About this task
Pull every line that holds the word "Valley" from the entries.

Dataset excerpts

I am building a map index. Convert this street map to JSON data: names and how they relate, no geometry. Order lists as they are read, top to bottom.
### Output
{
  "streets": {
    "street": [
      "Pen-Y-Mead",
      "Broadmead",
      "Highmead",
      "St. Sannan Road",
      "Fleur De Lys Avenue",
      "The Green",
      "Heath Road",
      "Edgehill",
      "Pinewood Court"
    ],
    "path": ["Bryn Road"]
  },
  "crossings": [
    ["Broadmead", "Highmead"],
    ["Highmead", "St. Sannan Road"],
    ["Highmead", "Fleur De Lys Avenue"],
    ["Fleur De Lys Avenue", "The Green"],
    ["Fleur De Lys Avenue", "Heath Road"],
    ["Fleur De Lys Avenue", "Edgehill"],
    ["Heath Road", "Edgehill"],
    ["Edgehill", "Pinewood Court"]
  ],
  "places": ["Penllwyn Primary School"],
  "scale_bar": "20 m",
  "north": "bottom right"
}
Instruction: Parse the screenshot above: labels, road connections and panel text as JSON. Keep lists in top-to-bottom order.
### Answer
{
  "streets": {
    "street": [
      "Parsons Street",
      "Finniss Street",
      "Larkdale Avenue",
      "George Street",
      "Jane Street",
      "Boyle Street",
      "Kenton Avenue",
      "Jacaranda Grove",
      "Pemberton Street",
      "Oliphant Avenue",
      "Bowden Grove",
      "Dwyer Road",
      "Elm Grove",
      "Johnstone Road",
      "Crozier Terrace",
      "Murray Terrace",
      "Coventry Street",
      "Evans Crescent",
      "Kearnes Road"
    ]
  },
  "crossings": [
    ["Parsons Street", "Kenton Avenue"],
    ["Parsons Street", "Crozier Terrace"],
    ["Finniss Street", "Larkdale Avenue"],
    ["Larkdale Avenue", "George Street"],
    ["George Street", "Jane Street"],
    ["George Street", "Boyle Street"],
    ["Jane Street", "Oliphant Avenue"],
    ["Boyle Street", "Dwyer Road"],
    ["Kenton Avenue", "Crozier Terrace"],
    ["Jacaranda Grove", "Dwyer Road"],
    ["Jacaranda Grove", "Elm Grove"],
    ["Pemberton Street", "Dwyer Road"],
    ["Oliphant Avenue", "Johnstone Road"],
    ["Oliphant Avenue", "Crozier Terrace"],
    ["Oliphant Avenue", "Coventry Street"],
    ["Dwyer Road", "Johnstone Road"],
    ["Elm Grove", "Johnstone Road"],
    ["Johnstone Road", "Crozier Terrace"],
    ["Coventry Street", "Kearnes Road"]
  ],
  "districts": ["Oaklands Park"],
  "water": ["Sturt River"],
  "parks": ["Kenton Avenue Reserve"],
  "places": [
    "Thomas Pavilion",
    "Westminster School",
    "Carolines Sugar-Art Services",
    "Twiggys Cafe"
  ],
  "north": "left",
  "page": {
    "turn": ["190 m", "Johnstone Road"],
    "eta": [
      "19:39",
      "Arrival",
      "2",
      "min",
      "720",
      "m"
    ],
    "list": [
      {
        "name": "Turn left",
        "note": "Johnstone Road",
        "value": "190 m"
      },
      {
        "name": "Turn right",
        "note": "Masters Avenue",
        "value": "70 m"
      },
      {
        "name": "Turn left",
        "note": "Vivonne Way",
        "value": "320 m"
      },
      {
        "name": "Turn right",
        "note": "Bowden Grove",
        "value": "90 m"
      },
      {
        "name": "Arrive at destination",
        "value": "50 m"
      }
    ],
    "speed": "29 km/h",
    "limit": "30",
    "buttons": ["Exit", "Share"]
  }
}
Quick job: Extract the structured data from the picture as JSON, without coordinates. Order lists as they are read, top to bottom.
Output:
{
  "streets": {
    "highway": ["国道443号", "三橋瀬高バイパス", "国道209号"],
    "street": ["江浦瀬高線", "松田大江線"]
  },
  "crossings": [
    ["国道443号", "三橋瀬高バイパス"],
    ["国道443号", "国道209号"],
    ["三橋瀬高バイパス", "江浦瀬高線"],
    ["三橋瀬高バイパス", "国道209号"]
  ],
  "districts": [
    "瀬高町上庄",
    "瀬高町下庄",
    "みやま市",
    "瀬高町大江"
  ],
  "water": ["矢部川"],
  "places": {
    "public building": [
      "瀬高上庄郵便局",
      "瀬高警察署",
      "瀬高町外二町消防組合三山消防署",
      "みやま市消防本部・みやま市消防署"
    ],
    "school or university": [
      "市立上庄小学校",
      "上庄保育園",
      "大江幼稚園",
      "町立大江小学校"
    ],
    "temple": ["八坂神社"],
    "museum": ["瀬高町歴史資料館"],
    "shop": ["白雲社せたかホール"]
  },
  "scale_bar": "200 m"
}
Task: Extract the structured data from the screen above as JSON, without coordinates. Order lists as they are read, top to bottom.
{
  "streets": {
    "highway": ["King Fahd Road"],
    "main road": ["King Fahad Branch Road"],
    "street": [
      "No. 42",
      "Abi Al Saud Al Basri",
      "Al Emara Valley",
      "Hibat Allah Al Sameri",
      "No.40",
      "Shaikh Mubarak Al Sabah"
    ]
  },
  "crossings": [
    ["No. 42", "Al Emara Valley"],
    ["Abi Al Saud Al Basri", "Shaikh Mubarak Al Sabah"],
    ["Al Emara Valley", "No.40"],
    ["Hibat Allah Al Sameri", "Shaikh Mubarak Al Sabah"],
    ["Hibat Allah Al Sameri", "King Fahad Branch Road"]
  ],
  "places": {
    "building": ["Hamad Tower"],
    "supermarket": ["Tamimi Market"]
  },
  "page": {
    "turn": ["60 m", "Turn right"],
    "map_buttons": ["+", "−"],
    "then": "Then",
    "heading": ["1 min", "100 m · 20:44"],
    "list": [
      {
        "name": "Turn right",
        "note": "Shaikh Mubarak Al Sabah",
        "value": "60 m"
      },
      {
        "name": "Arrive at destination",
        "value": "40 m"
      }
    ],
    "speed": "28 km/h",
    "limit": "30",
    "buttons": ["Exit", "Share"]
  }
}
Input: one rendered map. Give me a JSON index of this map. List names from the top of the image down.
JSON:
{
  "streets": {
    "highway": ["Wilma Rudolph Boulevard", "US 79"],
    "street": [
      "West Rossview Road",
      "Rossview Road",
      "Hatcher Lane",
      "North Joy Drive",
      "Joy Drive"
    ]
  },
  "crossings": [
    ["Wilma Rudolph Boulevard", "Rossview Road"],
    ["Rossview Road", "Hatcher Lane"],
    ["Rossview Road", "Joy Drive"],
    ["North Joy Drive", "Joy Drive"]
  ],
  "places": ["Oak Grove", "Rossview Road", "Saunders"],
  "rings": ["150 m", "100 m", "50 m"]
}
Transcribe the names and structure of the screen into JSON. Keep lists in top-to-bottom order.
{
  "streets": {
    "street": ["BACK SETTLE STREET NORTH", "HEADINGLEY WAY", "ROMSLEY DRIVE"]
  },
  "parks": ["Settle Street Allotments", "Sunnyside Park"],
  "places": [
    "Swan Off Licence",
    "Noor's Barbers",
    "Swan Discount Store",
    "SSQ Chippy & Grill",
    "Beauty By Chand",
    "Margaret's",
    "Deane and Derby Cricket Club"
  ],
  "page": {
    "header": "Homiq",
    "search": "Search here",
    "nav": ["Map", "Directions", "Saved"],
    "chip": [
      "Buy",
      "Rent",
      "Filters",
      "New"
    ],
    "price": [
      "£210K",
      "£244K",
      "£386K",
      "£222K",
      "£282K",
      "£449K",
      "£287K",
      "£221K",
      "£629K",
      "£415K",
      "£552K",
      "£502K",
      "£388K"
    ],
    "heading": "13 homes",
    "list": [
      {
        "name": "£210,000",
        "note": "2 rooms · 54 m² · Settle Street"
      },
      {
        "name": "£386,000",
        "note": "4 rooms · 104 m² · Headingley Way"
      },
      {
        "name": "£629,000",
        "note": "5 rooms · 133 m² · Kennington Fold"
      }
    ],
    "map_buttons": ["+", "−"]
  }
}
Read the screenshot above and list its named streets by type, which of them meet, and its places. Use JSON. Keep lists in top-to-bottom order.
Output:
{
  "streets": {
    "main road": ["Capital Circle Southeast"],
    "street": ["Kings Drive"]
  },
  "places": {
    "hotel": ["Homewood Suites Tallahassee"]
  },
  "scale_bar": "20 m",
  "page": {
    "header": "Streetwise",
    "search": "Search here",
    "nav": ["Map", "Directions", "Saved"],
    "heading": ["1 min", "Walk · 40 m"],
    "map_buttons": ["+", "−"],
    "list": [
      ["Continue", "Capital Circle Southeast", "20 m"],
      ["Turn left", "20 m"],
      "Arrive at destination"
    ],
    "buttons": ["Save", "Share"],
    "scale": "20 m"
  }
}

Task result
      "Al Emara Valley",
    ["No. 42", "Al Emara Valley"],
    ["Al Emara Valley", "No.40"],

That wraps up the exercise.